Song by Future featuring Travis Scott

from the album High Off Life
- Released: May 15, 2020
- Genre: Trap
- Length: 3:25
- Label: Freebandz; Epic;
- Songwriters: Nayvadius Wilburn; Jacques Webster II; Amir Esmailian; Wesley Glass;
- Producer: Wheezy

= Solitaires =

2020 song by Future featuring Travis Scott

"Solitaires" is a song by American rapper Future featuring American rapper Travis Scott, from the former's eighth studio album High Off Life (2020). It was written by the artists alongside Amir Esmailian and Wheezy, the producer of the song. It is Future's third collaboration with Travis Scott, following 2015's "3500" and 2019's "First Off".

==Composition==
The song finds the rappers detailing their wealthy lifestyles, including flashy diamonds, and living happy lives even as the COVID-19 pandemic is raging, in Auto-Tuned vocals over a trap beat. Future also jokes about needing a psychiatrist.

==Critical reception==
The song received generally positive reviews.
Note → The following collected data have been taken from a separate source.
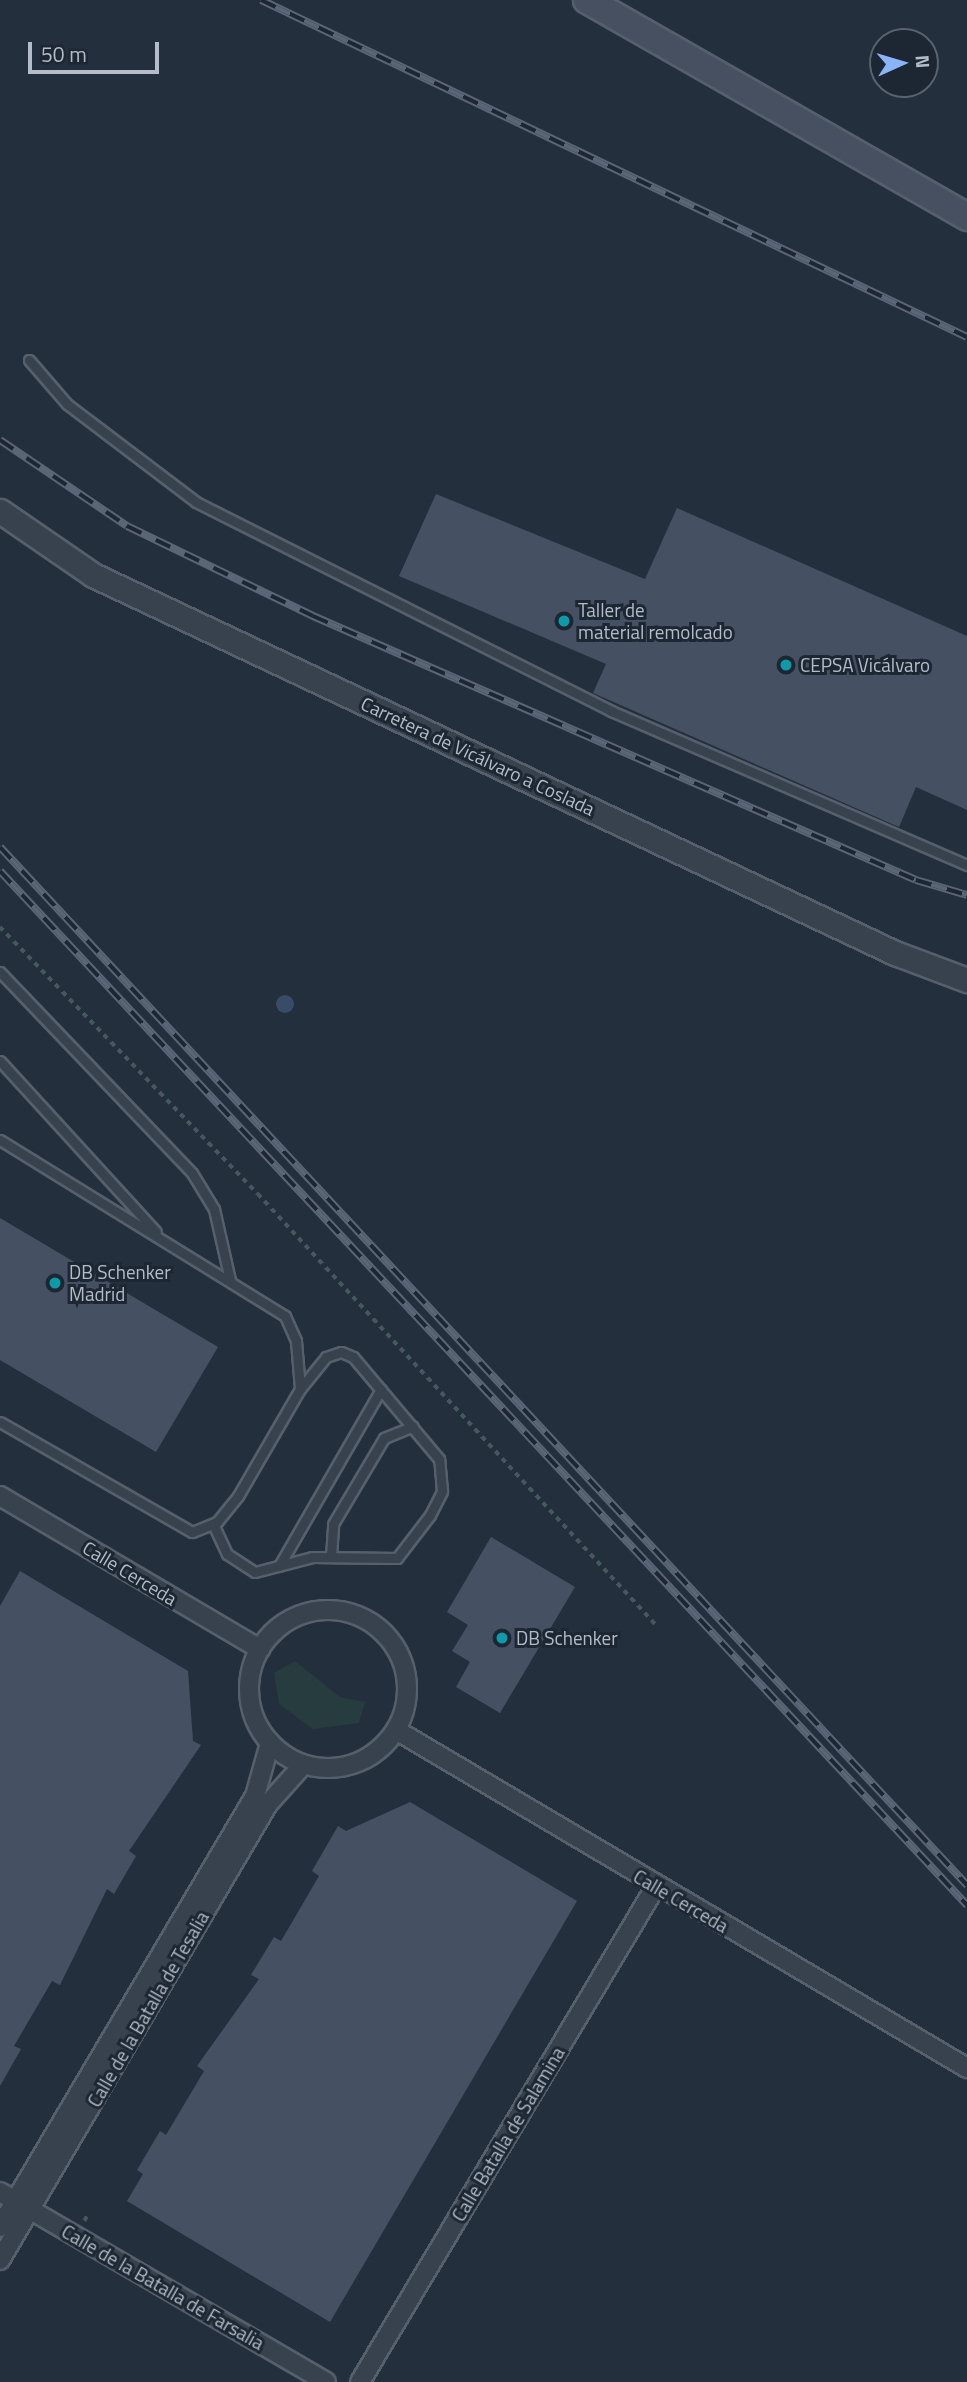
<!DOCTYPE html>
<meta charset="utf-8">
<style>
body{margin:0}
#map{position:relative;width:967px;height:2382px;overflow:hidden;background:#242f3e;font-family:"Titillium Web",sans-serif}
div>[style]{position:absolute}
.green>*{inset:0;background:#263c3f}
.water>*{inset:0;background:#394c67}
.round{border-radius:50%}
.building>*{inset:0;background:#455162}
.path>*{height:3.5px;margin-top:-1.75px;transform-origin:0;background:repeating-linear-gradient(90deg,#44595c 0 5px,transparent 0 10px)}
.roads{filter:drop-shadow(2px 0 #565f6c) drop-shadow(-2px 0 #565f6c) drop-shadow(0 2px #565f6c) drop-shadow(0 -2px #565f6c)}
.service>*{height:9px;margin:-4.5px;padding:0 4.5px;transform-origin:4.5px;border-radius:4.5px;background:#38414e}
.minor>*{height:18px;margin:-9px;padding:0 9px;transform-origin:9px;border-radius:9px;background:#38414e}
.minor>.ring{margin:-9px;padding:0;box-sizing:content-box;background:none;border:18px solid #38414e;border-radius:50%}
.tertiary>*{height:23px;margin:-11.5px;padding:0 11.5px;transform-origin:11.5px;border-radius:11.5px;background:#38414e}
.secondary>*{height:26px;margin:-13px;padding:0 13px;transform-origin:13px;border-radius:13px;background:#465061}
.rail>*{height:8px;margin-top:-4px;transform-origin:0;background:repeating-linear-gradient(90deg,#1d2633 0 16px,#5a6575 0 32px);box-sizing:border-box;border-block:2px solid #5a6575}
.dots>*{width:19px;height:19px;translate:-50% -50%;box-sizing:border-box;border:4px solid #1d2633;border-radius:50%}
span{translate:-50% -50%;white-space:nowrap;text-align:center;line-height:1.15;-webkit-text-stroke:6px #1d2633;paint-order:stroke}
.poi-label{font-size:19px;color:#b4bcc9}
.left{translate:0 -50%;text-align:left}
.street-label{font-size:19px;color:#b4bcc9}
.north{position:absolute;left:869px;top:28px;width:70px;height:70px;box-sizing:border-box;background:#1d2633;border:2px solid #59626f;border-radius:50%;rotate:86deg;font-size:19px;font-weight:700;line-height:28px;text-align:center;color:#b4bcc9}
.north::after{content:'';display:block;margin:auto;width:24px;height:32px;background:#8ab4f8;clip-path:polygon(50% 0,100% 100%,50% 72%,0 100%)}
.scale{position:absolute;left:28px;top:42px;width:131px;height:32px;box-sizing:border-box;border:4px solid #b4bcc9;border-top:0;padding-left:9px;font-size:21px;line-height:24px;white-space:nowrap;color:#b4bcc9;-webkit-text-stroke:5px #1d2633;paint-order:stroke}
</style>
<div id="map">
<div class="green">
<div style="clip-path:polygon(295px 1661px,340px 1697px,365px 1702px,359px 1723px,313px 1729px,279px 1704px,274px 1673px)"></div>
</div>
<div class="water">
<div class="round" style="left:276px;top:995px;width:18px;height:18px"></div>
</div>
<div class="building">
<div style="clip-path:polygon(436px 494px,645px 579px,677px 508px,967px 636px,967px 810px,916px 787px,899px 827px,593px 693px,606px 664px,399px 576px)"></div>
<div style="clip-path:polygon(0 1218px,218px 1347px,156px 1452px,0 1360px)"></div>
<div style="clip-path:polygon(491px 1537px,575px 1587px,500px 1713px,456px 1687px,470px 1662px,452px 1651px,468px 1625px,447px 1612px)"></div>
<div style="clip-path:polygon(20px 1571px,188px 1671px,193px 1741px,201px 1745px,129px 1851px,136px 1856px,114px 1894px,107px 1889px,60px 1985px,52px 1981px,14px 2046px,21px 2049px,0 2086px,0 1606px)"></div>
<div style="clip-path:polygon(410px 1802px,577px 1901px,330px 2322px,127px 2201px,143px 2174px,137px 2170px,160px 2131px,166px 2135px,204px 2071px,197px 2066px,259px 1979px,251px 1975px,274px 1937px,281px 1941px,319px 1876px,312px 1871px,338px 1826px,346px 1831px)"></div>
</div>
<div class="path">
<div style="left:0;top:927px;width:371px;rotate:46deg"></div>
<div style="left:258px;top:1194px;width:587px;rotate:47.28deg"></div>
<div style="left:84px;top:2221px;width:8px;rotate:-60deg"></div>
</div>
<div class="roads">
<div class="service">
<div style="left:29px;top:360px;width:58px;rotate:49.2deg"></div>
<div style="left:67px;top:404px;width:162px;rotate:37.2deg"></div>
<div style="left:196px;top:502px;width:465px;rotate:26.7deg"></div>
<div style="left:611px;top:711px;width:388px;rotate:23.4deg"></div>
<div style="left:0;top:972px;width:278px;rotate:46.3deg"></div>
<div style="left:192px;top:1173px;width:42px;rotate:58.6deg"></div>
<div style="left:214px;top:1209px;width:73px;rotate:77.3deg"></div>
<div style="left:0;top:1061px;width:231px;rotate:47.6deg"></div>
<div style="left:0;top:1140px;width:335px;rotate:31.7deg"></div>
<div style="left:285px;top:1316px;width:27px;rotate:66deg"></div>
<div style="left:296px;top:1341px;width:48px;rotate:85.2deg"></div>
<div style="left:300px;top:1389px;width:124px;rotate:120.1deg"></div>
<div style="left:238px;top:1496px;width:33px;rotate:129deg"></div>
<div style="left:217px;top:1522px;width:27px;rotate:158deg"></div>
<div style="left:192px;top:1532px;width:221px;rotate:-150.2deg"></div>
<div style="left:213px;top:1524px;width:33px;rotate:65deg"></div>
<div style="left:227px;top:1554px;width:33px;rotate:33deg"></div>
<div style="left:255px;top:1572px;width:59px;rotate:-14.7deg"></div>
<div style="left:312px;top:1557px;width:85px;rotate:0.7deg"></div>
<div style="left:397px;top:1558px;width:54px;rotate:-52.5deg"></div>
<div style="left:430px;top:1515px;width:27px;rotate:-63deg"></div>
<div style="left:442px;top:1491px;width:32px;rotate:-95deg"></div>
<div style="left:439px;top:1459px;width:133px;rotate:-130.1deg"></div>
<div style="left:353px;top:1357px;width:13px;rotate:-157deg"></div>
<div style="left:341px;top:1352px;width:16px;rotate:162deg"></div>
<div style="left:326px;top:1357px;width:41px;rotate:129.1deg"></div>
<div style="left:331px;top:1556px;width:32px;rotate:-86deg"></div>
<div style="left:333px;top:1524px;width:100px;rotate:-59.3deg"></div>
<div style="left:384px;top:1438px;width:31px;rotate:-22deg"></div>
<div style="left:279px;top:1566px;width:204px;rotate:-60deg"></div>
</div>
<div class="minor">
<div style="left:0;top:1496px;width:302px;rotate:30.5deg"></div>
<div class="ring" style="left:249px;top:1610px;width:140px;height:140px"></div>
<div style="left:396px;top:1730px;width:664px;rotate:30.62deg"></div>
<div style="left:0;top:2192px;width:377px;rotate:30.2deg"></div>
<div style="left:0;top:2227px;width:501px;rotate:-59.39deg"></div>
<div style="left:255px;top:1796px;width:55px;rotate:-74.2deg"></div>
<div style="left:0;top:2260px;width:529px;rotate:-59.56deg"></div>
<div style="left:268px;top:1804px;width:52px;rotate:-48.1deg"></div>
<div style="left:360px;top:2382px;width:578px;rotate:-59.17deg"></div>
</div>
<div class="tertiary">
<div style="left:0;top:511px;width:113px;rotate:34.5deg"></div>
<div style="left:93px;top:575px;width:887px;rotate:25.24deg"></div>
<div style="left:895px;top:953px;width:77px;rotate:20.6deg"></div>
</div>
<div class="secondary">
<div style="left:587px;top:0;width:438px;rotate:29.7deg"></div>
</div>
</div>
<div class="rail">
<div style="left:261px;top:0;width:782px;rotate:25.52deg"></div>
<div style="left:0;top:440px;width:153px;rotate:34.1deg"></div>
<div style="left:127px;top:526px;width:207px;rotate:25.8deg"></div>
<div style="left:313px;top:616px;width:658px;rotate:23.64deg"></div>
<div style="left:916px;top:880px;width:53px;rotate:16.4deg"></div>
<div style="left:0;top:847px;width:1419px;rotate:47.03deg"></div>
<div style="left:0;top:871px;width:1416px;rotate:46.92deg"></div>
</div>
<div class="dots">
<div style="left:564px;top:621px;background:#0f9aa8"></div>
<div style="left:786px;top:665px;background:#0f9aa8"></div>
<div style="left:55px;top:1283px;background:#0f9aa8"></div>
<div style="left:502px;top:1638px;background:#0f9aa8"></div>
</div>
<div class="poi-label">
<span class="left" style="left:578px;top:621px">Taller de<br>material remolcado</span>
<span class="left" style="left:800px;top:665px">CEPSA Vicálvaro</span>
<span class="left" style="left:69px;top:1283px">DB Schenker<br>Madrid</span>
<span class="left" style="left:516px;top:1638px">DB Schenker</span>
</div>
<div class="street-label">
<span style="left:478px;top:756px;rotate:25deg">Carretera de Vicálvaro a Coslada</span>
<span style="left:130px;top:1573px;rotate:31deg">Calle Cerceda</span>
<span style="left:681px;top:1901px;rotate:30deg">Calle Cerceda</span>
<span style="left:148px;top:2009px;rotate:-60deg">Calle de la Batalla de Tesalia</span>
<span style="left:508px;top:2134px;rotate:-59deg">Calle Batalla de Salamina</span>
<span style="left:163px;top:2287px;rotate:30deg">Calle de la Batalla de Farsalia</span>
</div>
<div class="north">N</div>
<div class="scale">50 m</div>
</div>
Neil Z. Yeung of AllMusic wrote, "Of the immediate highlights, his Travis Scott collaboration 'Solitaires' is the album's champion, a flawless blend of their compl vocal styles and top-notch production by Wheezy that combines bass booms with haunting atmospherics similar to Scott's "Sicko Mode" and "Highest in the Room." Luke Morgan Britton of NME called it "a particular highlight, otherworldly and dizzying", adding, "The song lives up to the album's billing as a cathartic distraction from the real world's ills, as both artists manage to fit quarantine bars into a club-ready banger." HipHopDX's Dana Scott wrote a mixed response to the song, commenting that Travis Scott is "effective" while writing, "But they latch onto the new eye-rolling cliché metaphor of late among rappers about the coronavirus for the hook."

==Charts==

| Chart (2020) | Peak position |
|---|---|
| Canada Hot 100 (Billboard) | 46 |
| France (SNEP) | 155 |
| Ireland (IRMA) | 62 |
| New Zealand Hot Singles (RMNZ) | 5 |
| Portugal (AFP) | 106 |
| Switzerland (Schweizer Hitparade) | 51 |
| UK Singles (OCC) | 59 |
| US Billboard Hot 100 | 32 |
| US Hot R&B/Hip-Hop Songs (Billboard) | 15 |

==Certifications==

| Region | Certification | Certified units/sales |
| Canada (Music Canada) | Platinum | 80,000^{‡} |
| United States (RIAA) | Platinum | 1,000,000^{‡} |
^{‡} Sales+streaming figures based on certification alone.